▶ [Prompt]: In your reply, print every line of the listing exactly and omit all images.

·····

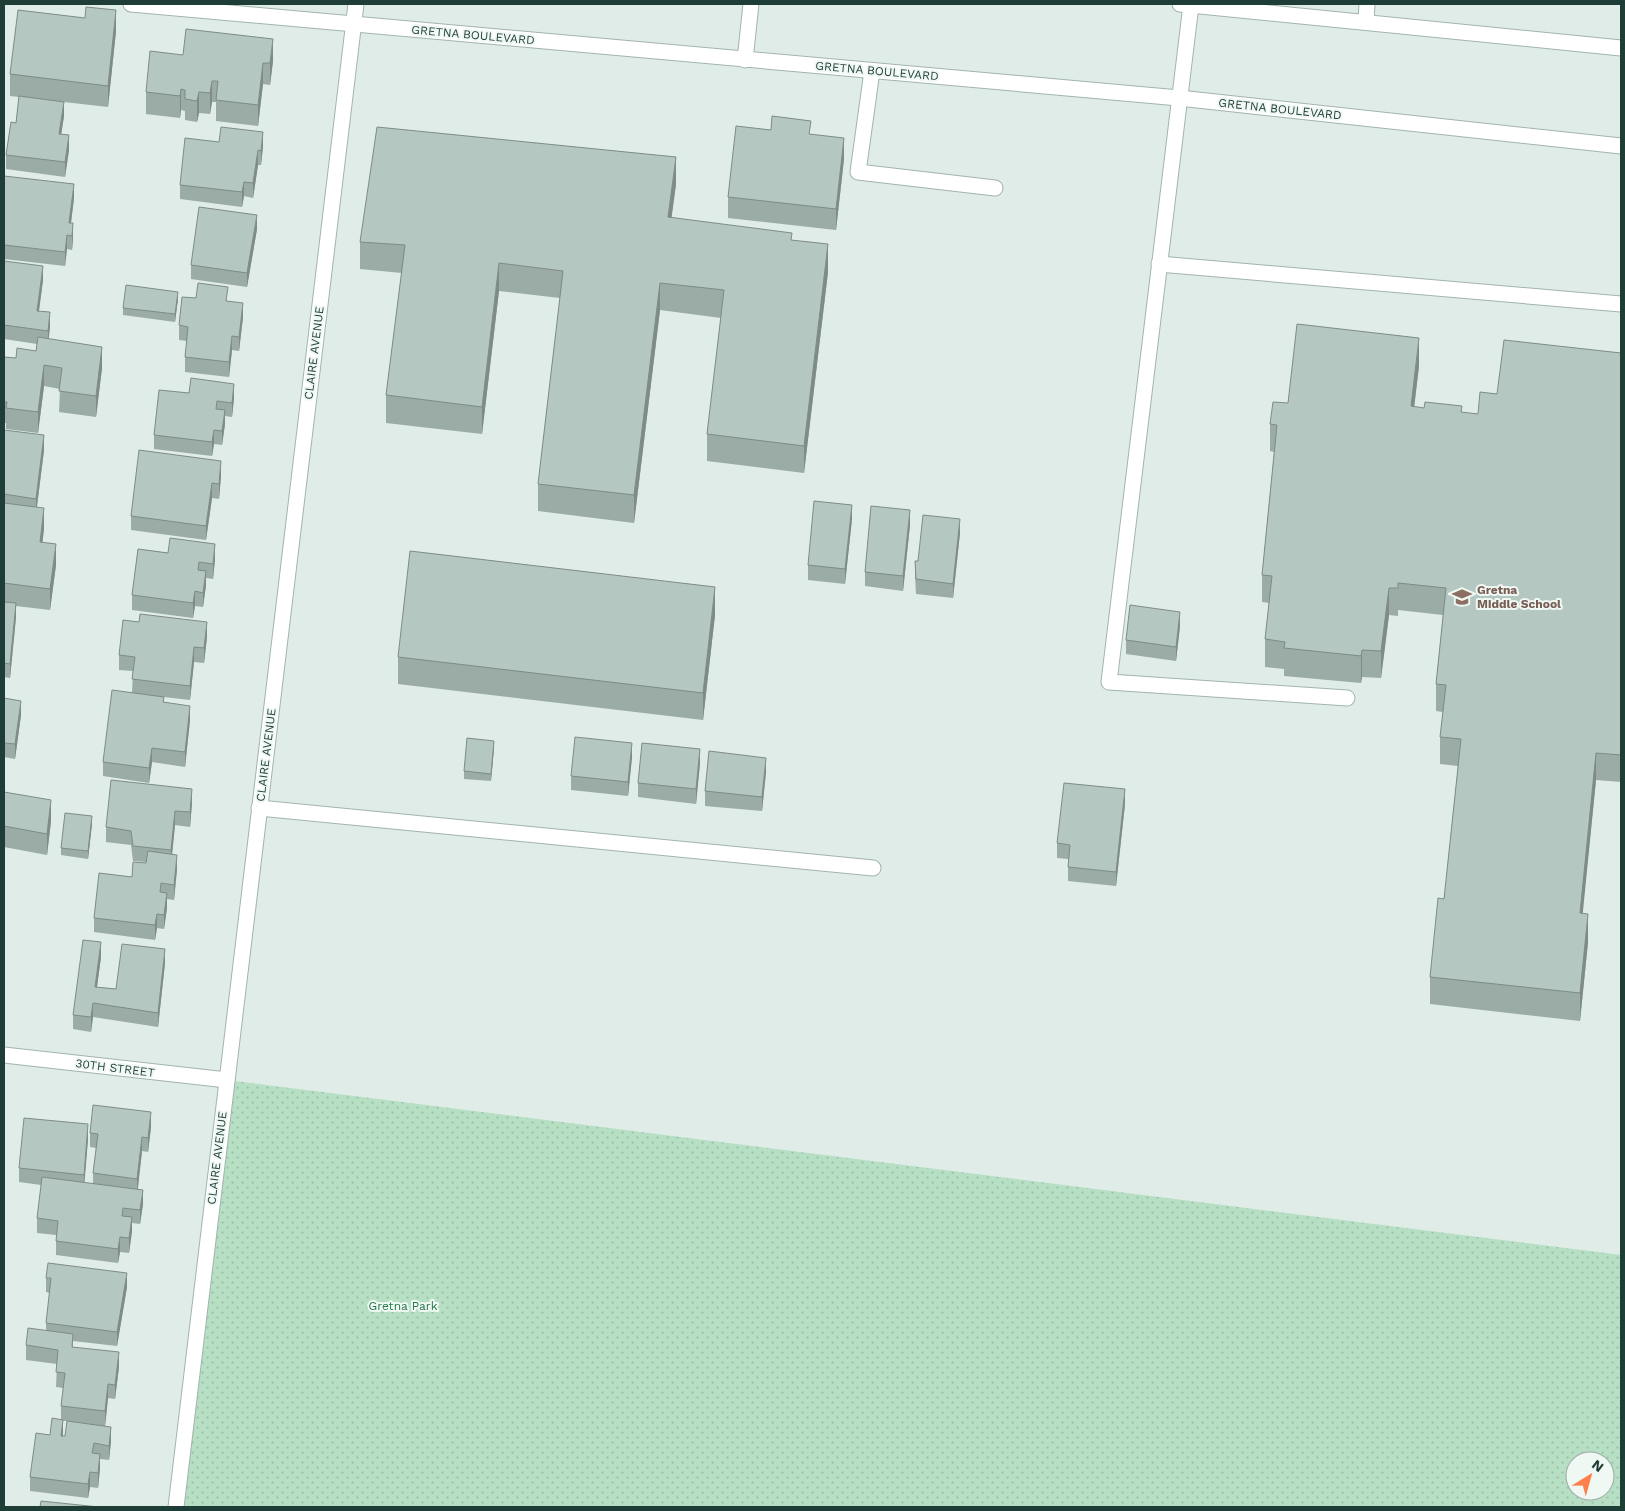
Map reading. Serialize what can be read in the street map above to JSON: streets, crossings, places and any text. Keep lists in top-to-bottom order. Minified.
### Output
{"streets":{"street":["GRETNA BOULEVARD","CLAIRE AVENUE","30TH STREET"]},"crossings":[["GRETNA BOULEVARD","CLAIRE AVENUE"],["CLAIRE AVENUE","30TH STREET"]],"parks":["Gretna Park"],"places":{"school or university":["Gretna Middle School"]},"north":"top right"}
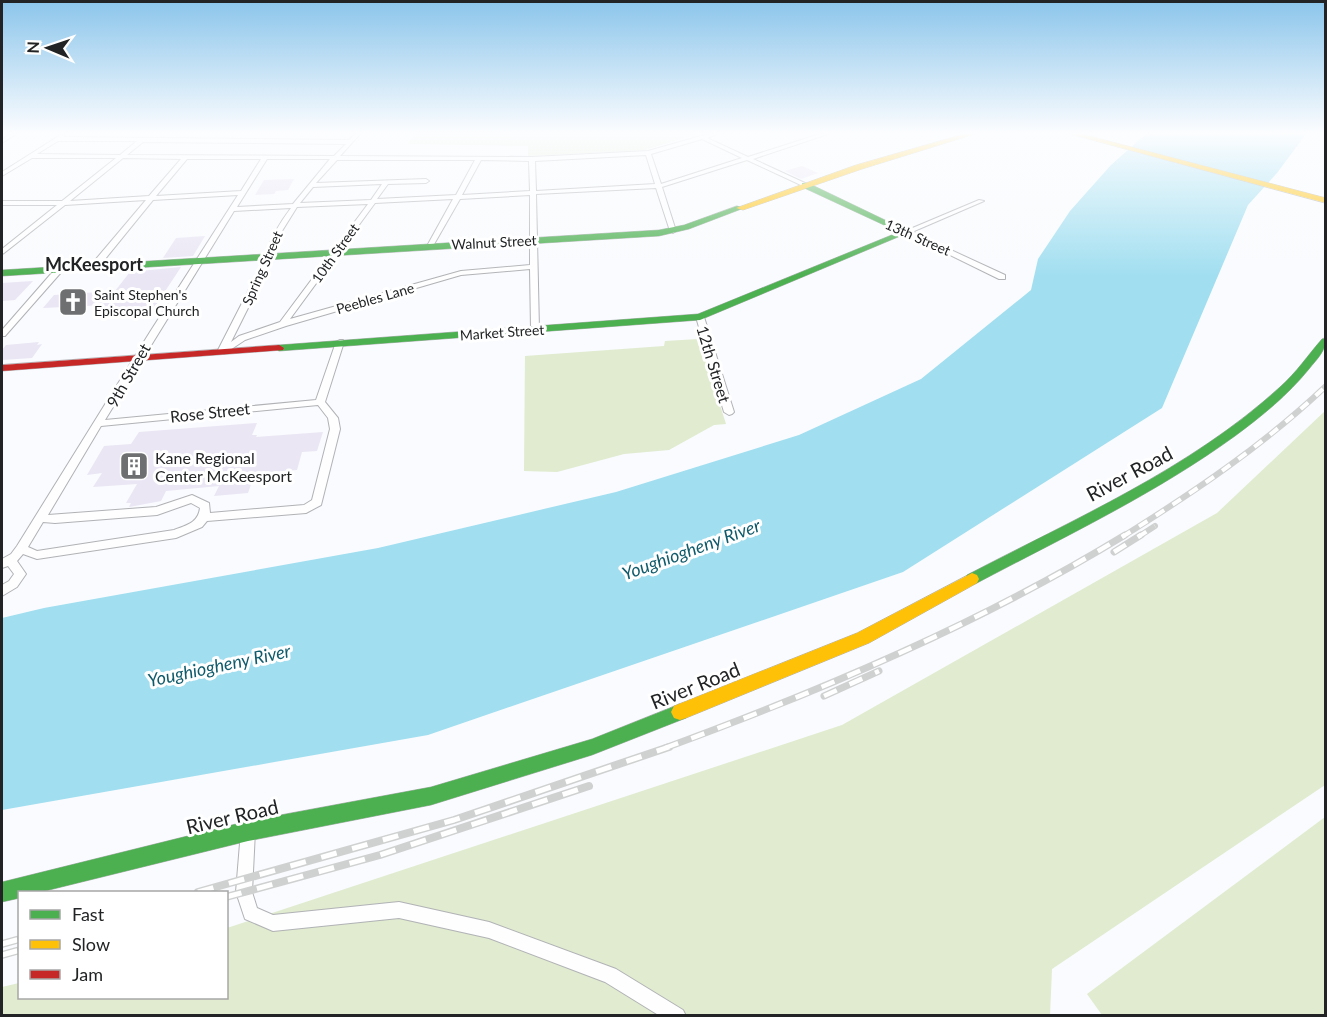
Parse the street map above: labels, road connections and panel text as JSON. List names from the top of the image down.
{
  "streets": {
    "main road": [
      "13th Street",
      "Walnut Street",
      "Market Street",
      "River Road"
    ],
    "street": [
      "10th Street",
      "Spring Street",
      "Peebles Lane",
      "12th Street",
      "9th Street",
      "Rose Street"
    ]
  },
  "crossings": [
    ["13th Street", "Walnut Street"],
    ["13th Street", "Market Street"],
    ["Walnut Street", "10th Street"],
    ["Walnut Street", "Spring Street"],
    ["Walnut Street", "9th Street"],
    ["10th Street", "Peebles Lane"],
    ["Spring Street", "Peebles Lane"],
    ["Spring Street", "Market Street"],
    ["Peebles Lane", "Market Street"],
    ["Market Street", "12th Street"],
    ["Market Street", "9th Street"],
    ["9th Street", "Rose Street"]
  ],
  "districts": ["McKeesport"],
  "water": ["Youghiogheny River"],
  "places": {
    "church": ["Saint Stephen's Episcopal Church"],
    "building": ["Kane Regional Center McKeesport"]
  },
  "legend": ["Fast", "Slow", "Jam"],
  "north": "left"
}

·····

▶ [Expected answer]:
Map reading. Serialize what can be read in the street map above to JSON: streets, crossings, places and any text. Keep lists in top-to-bottom order. Minified.
### Output
{"streets":{"street":["GRETNA BOULEVARD","CLAIRE AVENUE","30TH STREET"]},"crossings":[["GRETNA BOULEVARD","CLAIRE AVENUE"],["CLAIRE AVENUE","30TH STREET"]],"parks":["Gretna Park"],"places":{"school or university":["Gretna Middle School"]},"north":"top right"}
Parse the street map above: labels, road connections and panel text as JSON. List names from the top of the image down.
{
  "streets": {
    "main road": [
      "13th Street",
      "Walnut Street",
      "Market Street",
      "River Road"
    ],
    "street": [
      "10th Street",
      "Spring Street",
      "Peebles Lane",
      "12th Street",
      "9th Street",
      "Rose Street"
    ]
  },
  "crossings": [
    ["13th Street", "Walnut Street"],
    ["13th Street", "Market Street"],
    ["Walnut Street", "10th Street"],
    ["Walnut Street", "Spring Street"],
    ["Walnut Street", "9th Street"],
    ["10th Street", "Peebles Lane"],
    ["Spring Street", "Peebles Lane"],
    ["Spring Street", "Market Street"],
    ["Peebles Lane", "Market Street"],
    ["Market Street", "12th Street"],
    ["Market Street", "9th Street"],
    ["9th Street", "Rose Street"]
  ],
  "districts": ["McKeesport"],
  "water": ["Youghiogheny River"],
  "places": {
    "church": ["Saint Stephen's Episcopal Church"],
    "building": ["Kane Regional Center McKeesport"]
  },
  "legend": ["Fast", "Slow", "Jam"],
  "north": "left"
}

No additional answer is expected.